### Exercise
Copy each line below exactly as it appears. Pictures are to be omitted.

### Supplied records
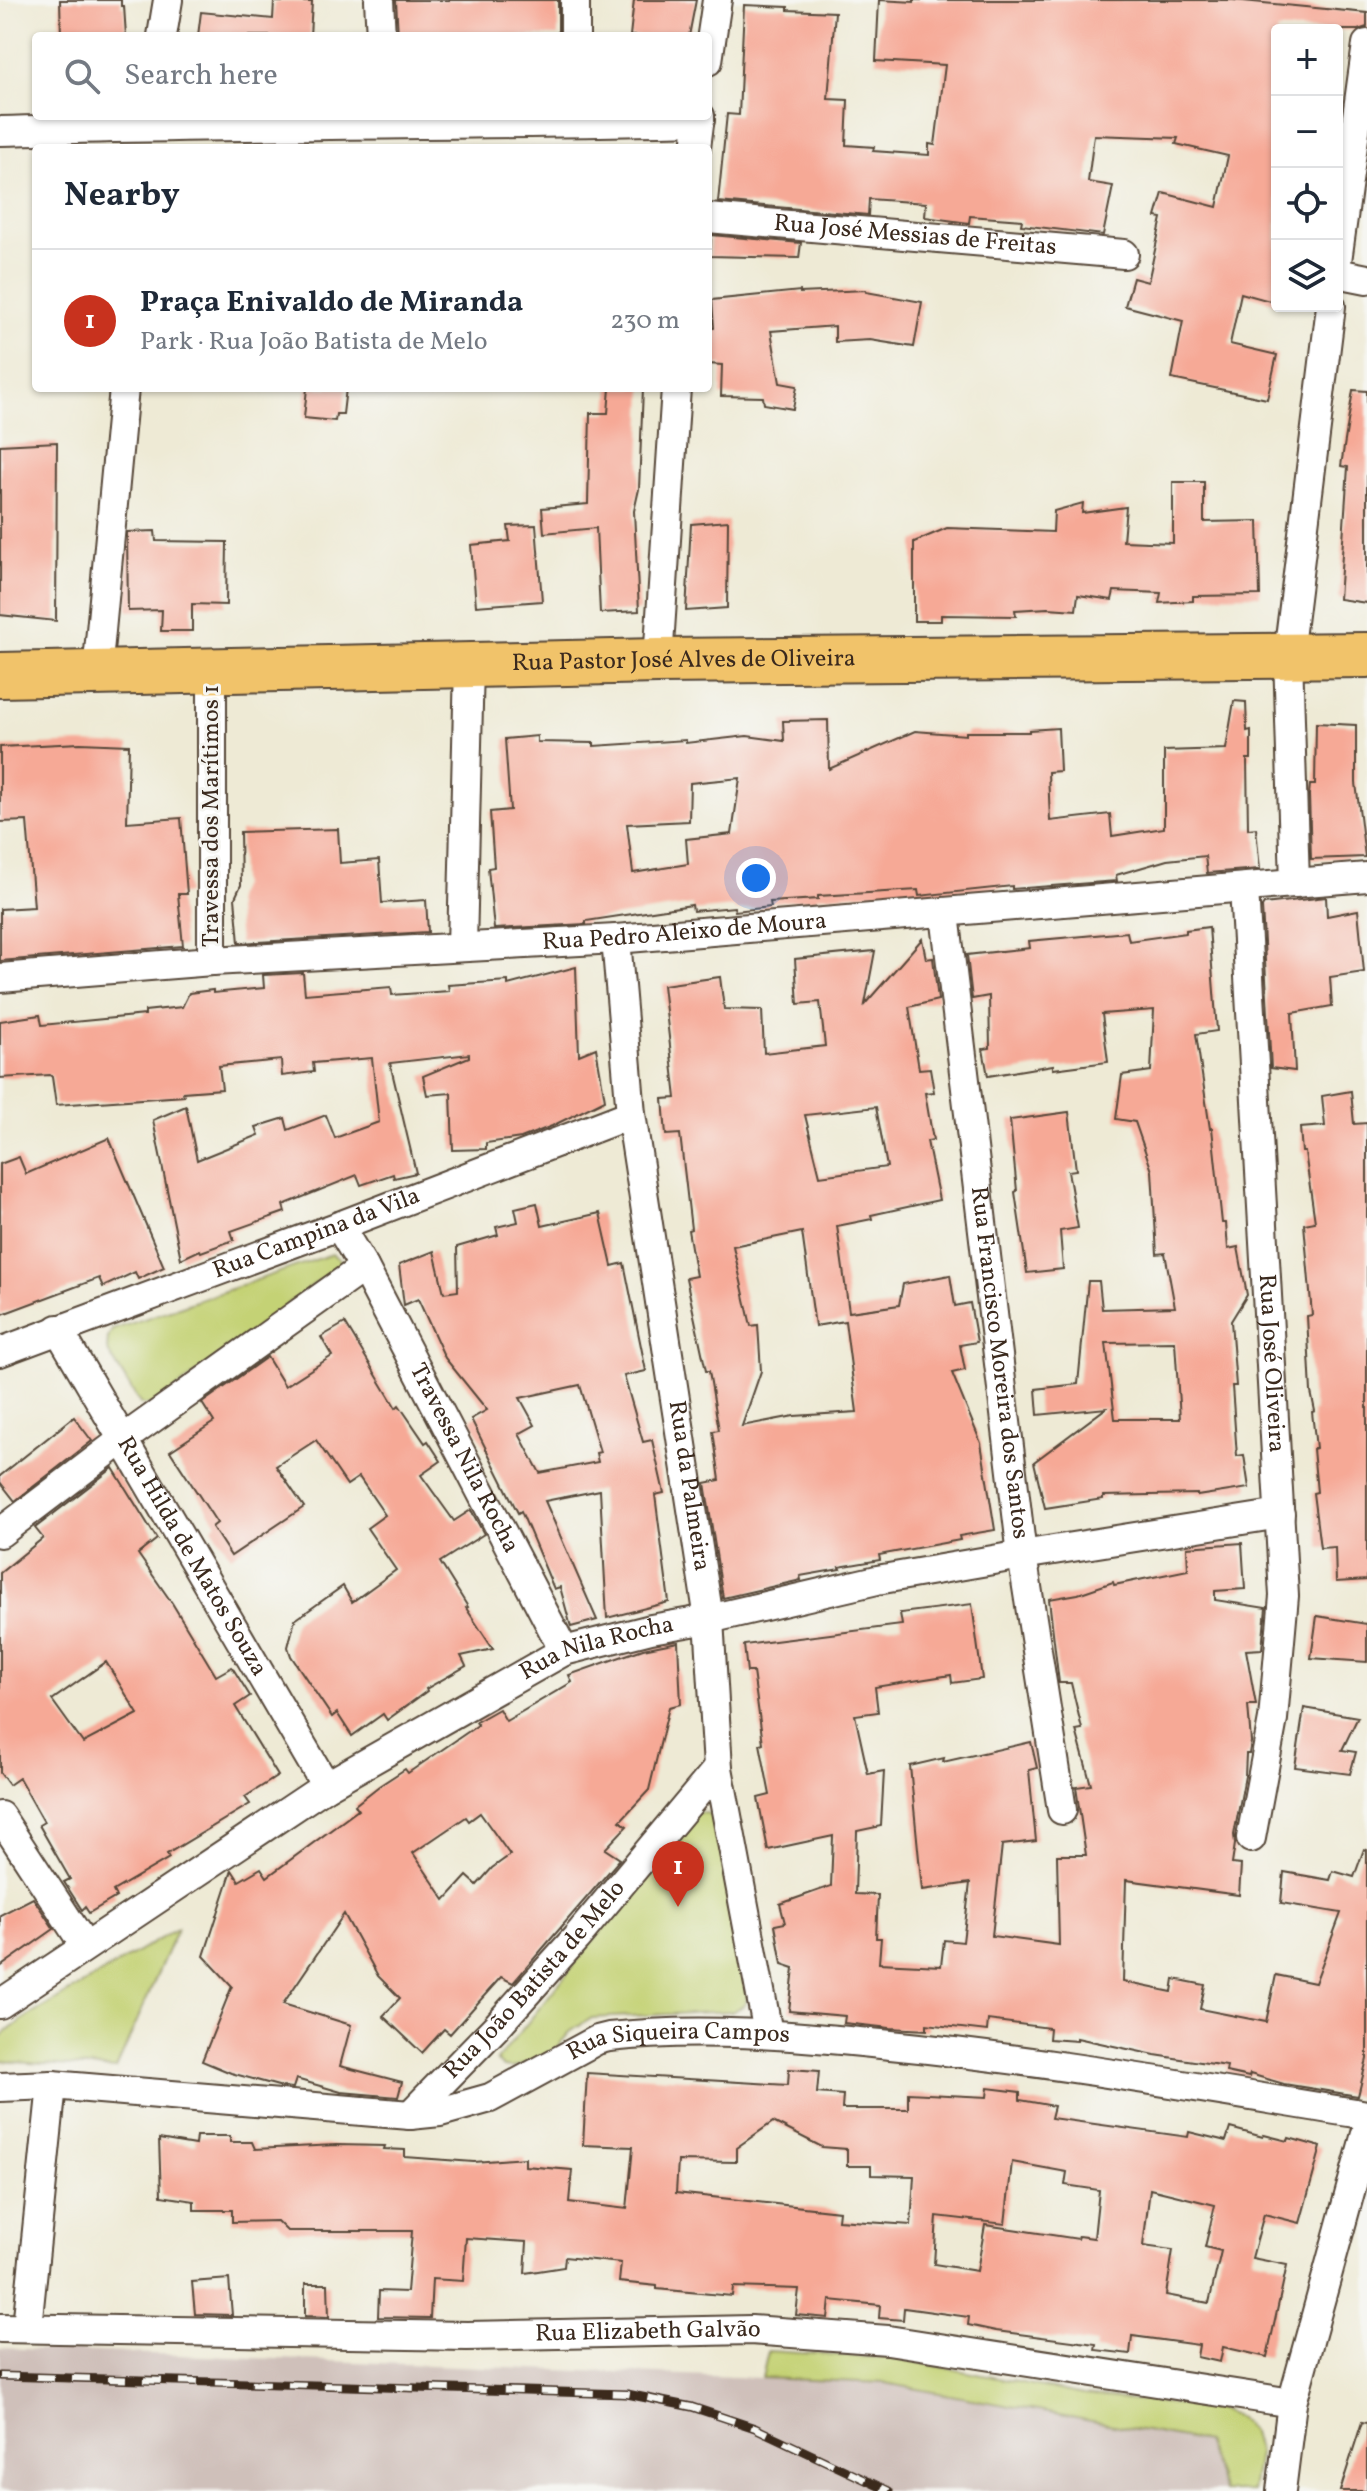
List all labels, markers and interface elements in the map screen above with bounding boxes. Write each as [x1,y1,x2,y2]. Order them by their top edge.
map controls [1271,24,1343,312]
button: + [1271,24,1343,96]
search box [32,32,712,120]
icon: search [60,54,104,98]
text: Search here [124,55,278,97]
button: − [1271,96,1343,168]
button: locate [1271,168,1343,240]
text: Nearby [64,173,180,220]
street label: Rua José Messias de Freitas [772,207,1058,265]
button: layers [1271,240,1343,312]
text: Praça Enivaldo de Miranda [140,282,523,324]
text: 1 [85,303,95,339]
text: 230 m [610,303,680,339]
text: Park · Rua João Batista de Melo [140,324,488,360]
street label: Rua Pastor José Alves de Oliveira [512,642,856,681]
street label: Travessa dos Marítimos 1 [195,685,229,947]
your location [736,858,776,898]
street label: Rua Pedro Aleixo de Moura [541,905,828,960]
street label: Rua Campina da Vila [208,1179,425,1288]
street label: Rua Francisco Moreira dos Santos [961,1185,1037,1541]
street label: Rua José Oliveira [1249,1273,1293,1454]
street label: Travessa Nila Rocha [400,1358,527,1559]
street label: Rua da Palmeira [659,1398,718,1574]
street label: Rua Hilda de Matos Souza [108,1430,275,1683]
street label: Rua Nila Rocha [514,1608,676,1690]
pin: 1 [652,1841,704,1907]
street label: Rua João Batista de Melo [436,1873,634,2087]
street label: Rua Siqueira Campos [561,2015,791,2070]
street label: Rua Elizabeth Galvão [535,2313,762,2352]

### The completed task
List all labels, markers and interface elements in the map screen above with bounding boxes. Write each as [x1,y1,x2,y2]. Order them by their top edge.
map controls [1271,24,1343,312]
button: + [1271,24,1343,96]
search box [32,32,712,120]
icon: search [60,54,104,98]
text: Search here [124,55,278,97]
button: − [1271,96,1343,168]
button: locate [1271,168,1343,240]
text: Nearby [64,173,180,220]
street label: Rua José Messias de Freitas [772,207,1058,265]
button: layers [1271,240,1343,312]
text: Praça Enivaldo de Miranda [140,282,523,324]
text: 1 [85,303,95,339]
text: 230 m [610,303,680,339]
text: Park · Rua João Batista de Melo [140,324,488,360]
street label: Rua Pastor José Alves de Oliveira [512,642,856,681]
street label: Travessa dos Marítimos 1 [195,685,229,947]
your location [736,858,776,898]
street label: Rua Pedro Aleixo de Moura [541,905,828,960]
street label: Rua Campina da Vila [208,1179,425,1288]
street label: Rua Francisco Moreira dos Santos [961,1185,1037,1541]
street label: Rua José Oliveira [1249,1273,1293,1454]
street label: Travessa Nila Rocha [400,1358,527,1559]
street label: Rua da Palmeira [659,1398,718,1574]
street label: Rua Hilda de Matos Souza [108,1430,275,1683]
street label: Rua Nila Rocha [514,1608,676,1690]
pin: 1 [652,1841,704,1907]
street label: Rua João Batista de Melo [436,1873,634,2087]
street label: Rua Siqueira Campos [561,2015,791,2070]
street label: Rua Elizabeth Galvão [535,2313,762,2352]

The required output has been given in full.